OLEH: Khoeri Abdul Muid
Rina berdiri di depan cermin, menatap dirinya sendiri dengan perasaan campur aduk. Pagi itu, dia merasa ada yang berbeda. Hati yang biasanya tenang kini terasa gelisah, dipenuhi keraguan yang menggerogoti setiap langkahnya.
"Kenapa aku merasa seperti ini?" gumamnya, mengusap wajahnya dengan telapak tangan. Hatinya masih terbayang percakapan semalam. Yudha, sahabatnya yang telah lama dikenalnya, baru saja mengirim pesan yang sangat mengguncang pikirannya.
Rina, aku ingin kita bicara. Ada sesuatu yang harus aku ungkapkan.

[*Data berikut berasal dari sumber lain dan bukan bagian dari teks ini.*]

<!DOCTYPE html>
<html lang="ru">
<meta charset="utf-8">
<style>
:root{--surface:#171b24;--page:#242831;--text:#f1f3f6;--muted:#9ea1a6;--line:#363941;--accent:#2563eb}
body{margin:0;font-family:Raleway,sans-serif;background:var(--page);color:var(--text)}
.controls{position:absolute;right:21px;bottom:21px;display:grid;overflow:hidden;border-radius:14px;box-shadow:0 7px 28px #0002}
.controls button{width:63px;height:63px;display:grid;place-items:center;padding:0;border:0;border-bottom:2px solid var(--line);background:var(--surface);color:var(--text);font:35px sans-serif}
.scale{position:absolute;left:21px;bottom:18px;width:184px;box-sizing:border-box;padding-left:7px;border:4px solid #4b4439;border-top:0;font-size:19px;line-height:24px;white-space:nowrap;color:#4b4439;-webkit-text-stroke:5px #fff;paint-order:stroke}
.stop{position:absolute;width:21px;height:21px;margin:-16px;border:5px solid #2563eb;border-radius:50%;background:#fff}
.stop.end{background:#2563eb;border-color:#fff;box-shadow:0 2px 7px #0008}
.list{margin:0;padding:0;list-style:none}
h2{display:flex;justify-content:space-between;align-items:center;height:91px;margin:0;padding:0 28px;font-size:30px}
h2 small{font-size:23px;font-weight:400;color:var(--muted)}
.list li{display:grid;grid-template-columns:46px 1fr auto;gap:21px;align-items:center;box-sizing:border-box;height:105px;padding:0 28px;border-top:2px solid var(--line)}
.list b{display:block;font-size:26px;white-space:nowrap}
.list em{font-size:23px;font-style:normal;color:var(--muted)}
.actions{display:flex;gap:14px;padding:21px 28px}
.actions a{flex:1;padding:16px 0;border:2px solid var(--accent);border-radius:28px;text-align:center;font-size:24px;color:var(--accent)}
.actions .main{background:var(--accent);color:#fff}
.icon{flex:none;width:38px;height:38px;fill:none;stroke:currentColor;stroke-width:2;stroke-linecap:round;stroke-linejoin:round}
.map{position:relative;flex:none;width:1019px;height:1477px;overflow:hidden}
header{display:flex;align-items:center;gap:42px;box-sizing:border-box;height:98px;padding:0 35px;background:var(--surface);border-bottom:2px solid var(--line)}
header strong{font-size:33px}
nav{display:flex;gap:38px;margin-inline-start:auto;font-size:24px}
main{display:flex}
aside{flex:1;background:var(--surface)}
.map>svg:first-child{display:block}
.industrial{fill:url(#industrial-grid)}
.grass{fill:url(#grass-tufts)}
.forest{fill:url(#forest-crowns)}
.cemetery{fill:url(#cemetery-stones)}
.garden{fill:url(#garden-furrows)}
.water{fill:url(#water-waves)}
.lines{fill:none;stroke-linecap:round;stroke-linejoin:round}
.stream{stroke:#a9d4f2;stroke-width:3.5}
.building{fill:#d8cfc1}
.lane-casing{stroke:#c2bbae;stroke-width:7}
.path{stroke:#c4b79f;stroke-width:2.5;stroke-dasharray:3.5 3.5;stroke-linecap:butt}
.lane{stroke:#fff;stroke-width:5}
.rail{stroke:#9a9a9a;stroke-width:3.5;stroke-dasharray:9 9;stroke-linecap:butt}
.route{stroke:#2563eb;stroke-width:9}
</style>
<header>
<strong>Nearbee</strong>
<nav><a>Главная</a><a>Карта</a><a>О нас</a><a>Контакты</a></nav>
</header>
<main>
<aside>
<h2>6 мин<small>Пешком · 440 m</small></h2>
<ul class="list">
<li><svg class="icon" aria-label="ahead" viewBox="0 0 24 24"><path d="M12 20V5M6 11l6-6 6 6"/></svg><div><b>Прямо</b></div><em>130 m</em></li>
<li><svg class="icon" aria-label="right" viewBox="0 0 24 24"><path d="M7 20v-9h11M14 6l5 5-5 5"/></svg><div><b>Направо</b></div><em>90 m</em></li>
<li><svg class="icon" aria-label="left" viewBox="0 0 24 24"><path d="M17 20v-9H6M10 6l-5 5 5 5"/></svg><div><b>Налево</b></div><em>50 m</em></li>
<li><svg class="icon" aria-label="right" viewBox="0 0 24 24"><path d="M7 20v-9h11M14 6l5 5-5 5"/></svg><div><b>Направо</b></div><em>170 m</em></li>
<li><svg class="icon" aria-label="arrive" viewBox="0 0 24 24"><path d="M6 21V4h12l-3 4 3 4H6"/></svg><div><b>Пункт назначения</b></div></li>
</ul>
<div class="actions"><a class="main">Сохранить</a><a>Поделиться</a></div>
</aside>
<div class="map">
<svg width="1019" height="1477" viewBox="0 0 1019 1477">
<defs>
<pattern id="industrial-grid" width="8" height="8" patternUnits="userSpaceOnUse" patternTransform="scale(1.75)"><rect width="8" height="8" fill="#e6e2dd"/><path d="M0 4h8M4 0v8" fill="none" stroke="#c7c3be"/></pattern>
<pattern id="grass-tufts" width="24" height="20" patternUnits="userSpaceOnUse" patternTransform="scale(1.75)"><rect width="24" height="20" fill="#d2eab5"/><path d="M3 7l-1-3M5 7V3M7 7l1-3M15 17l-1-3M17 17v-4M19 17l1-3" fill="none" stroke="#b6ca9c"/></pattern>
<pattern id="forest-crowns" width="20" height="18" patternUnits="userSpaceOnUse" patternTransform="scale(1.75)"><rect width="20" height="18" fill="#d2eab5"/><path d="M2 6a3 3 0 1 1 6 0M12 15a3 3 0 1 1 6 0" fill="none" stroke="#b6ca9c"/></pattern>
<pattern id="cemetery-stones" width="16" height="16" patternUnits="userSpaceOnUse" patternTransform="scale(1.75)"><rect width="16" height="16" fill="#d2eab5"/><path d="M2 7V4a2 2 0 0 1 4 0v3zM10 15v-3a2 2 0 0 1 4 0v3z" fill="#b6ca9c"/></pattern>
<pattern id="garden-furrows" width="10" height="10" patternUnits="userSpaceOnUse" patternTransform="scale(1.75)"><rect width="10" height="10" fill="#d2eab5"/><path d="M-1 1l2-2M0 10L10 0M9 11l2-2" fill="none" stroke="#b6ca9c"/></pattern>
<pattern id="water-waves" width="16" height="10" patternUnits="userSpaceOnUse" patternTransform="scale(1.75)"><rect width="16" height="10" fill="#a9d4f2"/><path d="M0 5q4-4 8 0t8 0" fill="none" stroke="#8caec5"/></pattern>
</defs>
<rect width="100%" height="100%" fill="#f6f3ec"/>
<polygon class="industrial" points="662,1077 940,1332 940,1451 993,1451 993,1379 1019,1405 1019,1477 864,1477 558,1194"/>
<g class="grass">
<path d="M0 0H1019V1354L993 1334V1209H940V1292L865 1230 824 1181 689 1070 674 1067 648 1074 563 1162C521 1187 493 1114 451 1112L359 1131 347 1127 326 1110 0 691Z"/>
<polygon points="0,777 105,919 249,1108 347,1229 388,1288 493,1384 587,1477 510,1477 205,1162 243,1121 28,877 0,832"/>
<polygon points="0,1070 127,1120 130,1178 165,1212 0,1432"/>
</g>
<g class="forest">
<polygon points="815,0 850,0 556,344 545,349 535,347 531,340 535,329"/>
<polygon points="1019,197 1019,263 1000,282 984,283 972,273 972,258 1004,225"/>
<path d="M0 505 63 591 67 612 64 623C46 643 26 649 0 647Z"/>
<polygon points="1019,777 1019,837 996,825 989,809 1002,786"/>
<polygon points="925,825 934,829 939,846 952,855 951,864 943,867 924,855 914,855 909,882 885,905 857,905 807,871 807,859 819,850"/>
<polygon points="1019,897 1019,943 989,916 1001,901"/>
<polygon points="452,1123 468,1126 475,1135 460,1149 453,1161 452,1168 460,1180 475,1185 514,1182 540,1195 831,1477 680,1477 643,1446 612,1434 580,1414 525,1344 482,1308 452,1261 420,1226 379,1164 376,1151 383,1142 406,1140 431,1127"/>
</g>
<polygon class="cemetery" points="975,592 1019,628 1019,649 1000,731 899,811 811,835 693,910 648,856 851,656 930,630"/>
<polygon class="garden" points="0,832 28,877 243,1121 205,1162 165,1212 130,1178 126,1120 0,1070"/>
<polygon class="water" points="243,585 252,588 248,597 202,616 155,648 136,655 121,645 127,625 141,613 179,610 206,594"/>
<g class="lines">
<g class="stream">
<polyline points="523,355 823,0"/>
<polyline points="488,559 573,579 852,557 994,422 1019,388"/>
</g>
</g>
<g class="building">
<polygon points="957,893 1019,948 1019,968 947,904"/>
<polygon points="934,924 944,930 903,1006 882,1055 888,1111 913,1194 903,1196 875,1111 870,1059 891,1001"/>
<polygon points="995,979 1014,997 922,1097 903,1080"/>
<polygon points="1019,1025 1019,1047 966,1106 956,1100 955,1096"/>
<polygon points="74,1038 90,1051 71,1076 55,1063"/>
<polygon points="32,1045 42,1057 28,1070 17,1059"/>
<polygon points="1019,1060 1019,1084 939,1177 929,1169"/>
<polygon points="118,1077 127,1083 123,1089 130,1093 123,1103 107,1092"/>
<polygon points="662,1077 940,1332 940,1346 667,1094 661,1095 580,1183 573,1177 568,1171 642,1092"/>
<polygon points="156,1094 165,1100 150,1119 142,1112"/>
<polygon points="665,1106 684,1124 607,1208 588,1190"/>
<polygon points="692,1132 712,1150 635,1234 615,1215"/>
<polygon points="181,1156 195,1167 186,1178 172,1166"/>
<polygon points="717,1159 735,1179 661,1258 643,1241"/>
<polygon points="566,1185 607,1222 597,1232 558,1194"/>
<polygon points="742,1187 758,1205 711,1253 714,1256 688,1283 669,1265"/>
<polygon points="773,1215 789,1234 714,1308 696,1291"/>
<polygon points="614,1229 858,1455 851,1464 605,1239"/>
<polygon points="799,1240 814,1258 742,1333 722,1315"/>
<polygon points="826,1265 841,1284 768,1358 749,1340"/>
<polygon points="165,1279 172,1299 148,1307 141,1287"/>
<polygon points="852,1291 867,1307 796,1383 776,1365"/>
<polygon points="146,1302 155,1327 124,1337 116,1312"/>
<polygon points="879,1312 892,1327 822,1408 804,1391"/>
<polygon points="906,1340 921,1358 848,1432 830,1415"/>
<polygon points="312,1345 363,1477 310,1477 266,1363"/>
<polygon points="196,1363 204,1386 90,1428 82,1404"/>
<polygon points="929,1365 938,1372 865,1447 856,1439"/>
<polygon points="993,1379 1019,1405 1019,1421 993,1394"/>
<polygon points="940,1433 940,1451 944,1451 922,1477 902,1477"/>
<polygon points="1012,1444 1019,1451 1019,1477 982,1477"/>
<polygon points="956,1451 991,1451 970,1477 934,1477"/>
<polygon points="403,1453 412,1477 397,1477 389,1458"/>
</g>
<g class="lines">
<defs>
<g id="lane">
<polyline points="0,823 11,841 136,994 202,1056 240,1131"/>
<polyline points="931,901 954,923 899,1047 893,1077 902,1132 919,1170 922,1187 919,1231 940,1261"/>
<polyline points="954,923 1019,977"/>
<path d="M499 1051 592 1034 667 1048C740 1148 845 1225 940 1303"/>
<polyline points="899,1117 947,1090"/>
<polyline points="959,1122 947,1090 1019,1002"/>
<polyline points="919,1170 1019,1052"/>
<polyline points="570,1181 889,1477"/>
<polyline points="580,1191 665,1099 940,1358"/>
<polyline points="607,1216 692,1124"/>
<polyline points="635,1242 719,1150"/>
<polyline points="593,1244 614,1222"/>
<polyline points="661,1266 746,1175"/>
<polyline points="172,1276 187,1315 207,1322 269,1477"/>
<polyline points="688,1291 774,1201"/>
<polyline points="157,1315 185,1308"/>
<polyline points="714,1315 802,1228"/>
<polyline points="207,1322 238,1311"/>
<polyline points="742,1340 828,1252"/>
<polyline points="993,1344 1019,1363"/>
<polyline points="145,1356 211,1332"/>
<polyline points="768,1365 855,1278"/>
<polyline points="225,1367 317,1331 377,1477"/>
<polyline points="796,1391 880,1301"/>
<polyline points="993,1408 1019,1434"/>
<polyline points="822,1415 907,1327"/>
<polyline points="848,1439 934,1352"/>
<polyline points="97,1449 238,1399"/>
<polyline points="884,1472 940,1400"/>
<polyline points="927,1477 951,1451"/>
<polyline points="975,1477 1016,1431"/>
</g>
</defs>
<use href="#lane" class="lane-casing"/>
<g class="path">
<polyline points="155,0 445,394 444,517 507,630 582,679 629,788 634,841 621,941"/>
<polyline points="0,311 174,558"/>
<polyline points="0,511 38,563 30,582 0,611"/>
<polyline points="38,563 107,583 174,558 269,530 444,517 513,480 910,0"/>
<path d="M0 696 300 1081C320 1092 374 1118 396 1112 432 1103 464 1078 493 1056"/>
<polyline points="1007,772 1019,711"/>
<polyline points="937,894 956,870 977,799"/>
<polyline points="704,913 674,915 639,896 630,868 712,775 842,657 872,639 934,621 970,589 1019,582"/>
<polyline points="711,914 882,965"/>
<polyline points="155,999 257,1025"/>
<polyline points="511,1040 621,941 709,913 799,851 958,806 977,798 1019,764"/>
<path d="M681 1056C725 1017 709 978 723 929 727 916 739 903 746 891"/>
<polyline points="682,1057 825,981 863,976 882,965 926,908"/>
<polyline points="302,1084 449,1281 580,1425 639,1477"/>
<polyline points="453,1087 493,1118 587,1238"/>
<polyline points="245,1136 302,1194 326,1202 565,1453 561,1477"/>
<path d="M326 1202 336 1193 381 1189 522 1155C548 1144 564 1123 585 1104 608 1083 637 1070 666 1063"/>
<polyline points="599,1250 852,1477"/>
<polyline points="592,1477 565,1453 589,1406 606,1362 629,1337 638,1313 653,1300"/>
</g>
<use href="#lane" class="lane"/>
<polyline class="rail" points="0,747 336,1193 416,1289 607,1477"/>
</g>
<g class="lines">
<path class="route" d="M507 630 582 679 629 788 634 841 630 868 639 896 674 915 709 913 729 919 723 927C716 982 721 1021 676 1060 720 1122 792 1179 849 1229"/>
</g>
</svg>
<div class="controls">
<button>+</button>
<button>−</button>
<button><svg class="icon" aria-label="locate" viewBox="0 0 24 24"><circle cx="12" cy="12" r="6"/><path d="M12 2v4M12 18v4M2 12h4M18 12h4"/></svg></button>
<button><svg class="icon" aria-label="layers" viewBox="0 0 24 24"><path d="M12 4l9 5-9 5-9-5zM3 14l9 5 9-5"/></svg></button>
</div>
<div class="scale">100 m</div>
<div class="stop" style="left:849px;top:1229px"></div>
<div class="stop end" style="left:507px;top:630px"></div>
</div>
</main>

Rina tahu apa artinya. Sudah lama dia merasakan kedekatan dengan Yudha, jauh lebih dari sekadar teman. Hanya saja, dia tidak ingin mengakui perasaan itu, takut kalau-kalau Yudha tidak merasakannya juga. Dia selalu berpikir bahwa persahabatan adalah yang terpenting.
Namun pesan itu membuatnya cemas. Mengapa Yudha ingin berbicara sekarang? Apakah ini waktunya untuk mengungkapkan perasaannya? Apa jika Yudha merasa tidak sama?
"Kenapa aku terlalu berpikir keras tentang ini?" Rina bergumam lagi, mencoba mengusir kegelisahan dalam dirinya.
Namun, hari itu, semuanya berubah. Rina melihat Yudha dari kejauhan saat mereka bertemu di kafe tempat biasa mereka bertemu. Yudha tampak tergesa-gesa, senyumnya lebih pudar dari biasanya.
"Yudha, ada apa? Kau terlihat seperti sedang terburu-buru," tanya Rina, mencoba menyembunyikan kegugupannya.
Yudha menatapnya sejenak, lalu menundukkan kepala. "Rina... ada yang harus aku katakan," katanya perlahan. "Aku merasa kita perlu jarak. Aku butuh waktu untuk diriku sendiri."